> **REQUIRED WORK**: Please reproduce each of the following entries exactly.

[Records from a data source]

╭──

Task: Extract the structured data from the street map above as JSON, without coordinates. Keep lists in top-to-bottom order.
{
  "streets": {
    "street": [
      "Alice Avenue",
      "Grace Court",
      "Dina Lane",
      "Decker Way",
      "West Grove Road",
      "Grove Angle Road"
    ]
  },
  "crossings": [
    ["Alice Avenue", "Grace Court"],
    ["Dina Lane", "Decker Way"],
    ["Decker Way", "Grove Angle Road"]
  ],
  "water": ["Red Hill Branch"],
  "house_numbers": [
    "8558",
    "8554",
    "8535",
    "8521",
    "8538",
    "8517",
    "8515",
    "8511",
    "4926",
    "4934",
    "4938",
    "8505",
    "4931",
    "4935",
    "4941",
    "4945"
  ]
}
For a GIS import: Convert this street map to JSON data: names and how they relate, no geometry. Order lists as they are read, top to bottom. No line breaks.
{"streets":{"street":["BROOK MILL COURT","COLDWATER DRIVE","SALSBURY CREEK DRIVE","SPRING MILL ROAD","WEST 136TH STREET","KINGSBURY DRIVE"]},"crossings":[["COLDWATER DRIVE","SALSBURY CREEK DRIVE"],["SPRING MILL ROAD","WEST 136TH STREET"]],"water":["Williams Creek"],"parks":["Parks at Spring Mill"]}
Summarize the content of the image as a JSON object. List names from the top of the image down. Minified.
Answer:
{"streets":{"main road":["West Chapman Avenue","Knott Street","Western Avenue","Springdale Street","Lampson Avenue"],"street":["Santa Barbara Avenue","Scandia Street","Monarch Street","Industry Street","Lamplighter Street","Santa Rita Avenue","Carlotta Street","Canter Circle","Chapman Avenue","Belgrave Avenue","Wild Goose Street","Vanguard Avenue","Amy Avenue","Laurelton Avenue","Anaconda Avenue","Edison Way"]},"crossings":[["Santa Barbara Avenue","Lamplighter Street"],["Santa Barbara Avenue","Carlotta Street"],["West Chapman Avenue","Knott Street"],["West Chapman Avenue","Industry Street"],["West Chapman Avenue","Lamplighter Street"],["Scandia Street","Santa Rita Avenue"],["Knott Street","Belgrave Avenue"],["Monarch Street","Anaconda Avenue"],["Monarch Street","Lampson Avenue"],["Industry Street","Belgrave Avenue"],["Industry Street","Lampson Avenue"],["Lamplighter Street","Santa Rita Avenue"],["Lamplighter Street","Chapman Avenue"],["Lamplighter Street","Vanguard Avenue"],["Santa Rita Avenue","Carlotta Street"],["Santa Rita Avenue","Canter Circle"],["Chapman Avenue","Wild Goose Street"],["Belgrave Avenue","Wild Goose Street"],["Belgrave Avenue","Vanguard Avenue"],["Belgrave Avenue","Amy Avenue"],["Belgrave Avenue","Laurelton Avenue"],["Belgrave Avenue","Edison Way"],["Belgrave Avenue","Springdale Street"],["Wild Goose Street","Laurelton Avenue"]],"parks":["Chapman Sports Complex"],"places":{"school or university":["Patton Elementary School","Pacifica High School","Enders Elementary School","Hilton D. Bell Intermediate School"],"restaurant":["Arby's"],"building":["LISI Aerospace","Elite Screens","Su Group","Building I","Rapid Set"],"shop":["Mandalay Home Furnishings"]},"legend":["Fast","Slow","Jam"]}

╰──

> **ANSWER FOR THE TASK**:
Task: Extract the structured data from the street map above as JSON, without coordinates. Keep lists in top-to-bottom order.
{
  "streets": {
    "street": [
      "Alice Avenue",
      "Grace Court",
      "Dina Lane",
      "Decker Way",
      "West Grove Road",
      "Grove Angle Road"
    ]
  },
  "crossings": [
    ["Alice Avenue", "Grace Court"],
    ["Dina Lane", "Decker Way"],
    ["Decker Way", "Grove Angle Road"]
  ],
  "water": ["Red Hill Branch"],
  "house_numbers": [
    "8558",
    "8554",
    "8535",
    "8521",
    "8538",
    "8517",
    "8515",
    "8511",
    "4926",
    "4934",
    "4938",
    "8505",
    "4931",
    "4935",
    "4941",
    "4945"
  ]
}
For a GIS import: Convert this street map to JSON data: names and how they relate, no geometry. Order lists as they are read, top to bottom. No line breaks.
{"streets":{"street":["BROOK MILL COURT","COLDWATER DRIVE","SALSBURY CREEK DRIVE","SPRING MILL ROAD","WEST 136TH STREET","KINGSBURY DRIVE"]},"crossings":[["COLDWATER DRIVE","SALSBURY CREEK DRIVE"],["SPRING MILL ROAD","WEST 136TH STREET"]],"water":["Williams Creek"],"parks":["Parks at Spring Mill"]}
Summarize the content of the image as a JSON object. List names from the top of the image down. Minified.
Answer:
{"streets":{"main road":["West Chapman Avenue","Knott Street","Western Avenue","Springdale Street","Lampson Avenue"],"street":["Santa Barbara Avenue","Scandia Street","Monarch Street","Industry Street","Lamplighter Street","Santa Rita Avenue","Carlotta Street","Canter Circle","Chapman Avenue","Belgrave Avenue","Wild Goose Street","Vanguard Avenue","Amy Avenue","Laurelton Avenue","Anaconda Avenue","Edison Way"]},"crossings":[["Santa Barbara Avenue","Lamplighter Street"],["Santa Barbara Avenue","Carlotta Street"],["West Chapman Avenue","Knott Street"],["West Chapman Avenue","Industry Street"],["West Chapman Avenue","Lamplighter Street"],["Scandia Street","Santa Rita Avenue"],["Knott Street","Belgrave Avenue"],["Monarch Street","Anaconda Avenue"],["Monarch Street","Lampson Avenue"],["Industry Street","Belgrave Avenue"],["Industry Street","Lampson Avenue"],["Lamplighter Street","Santa Rita Avenue"],["Lamplighter Street","Chapman Avenue"],["Lamplighter Street","Vanguard Avenue"],["Santa Rita Avenue","Carlotta Street"],["Santa Rita Avenue","Canter Circle"],["Chapman Avenue","Wild Goose Street"],["Belgrave Avenue","Wild Goose Street"],["Belgrave Avenue","Vanguard Avenue"],["Belgrave Avenue","Amy Avenue"],["Belgrave Avenue","Laurelton Avenue"],["Belgrave Avenue","Edison Way"],["Belgrave Avenue","Springdale Street"],["Wild Goose Street","Laurelton Avenue"]],"parks":["Chapman Sports Complex"],"places":{"school or university":["Patton Elementary School","Pacifica High School","Enders Elementary School","Hilton D. Bell Intermediate School"],"restaurant":["Arby's"],"building":["LISI Aerospace","Elite Screens","Su Group","Building I","Rapid Set"],"shop":["Mandalay Home Furnishings"]},"legend":["Fast","Slow","Jam"]}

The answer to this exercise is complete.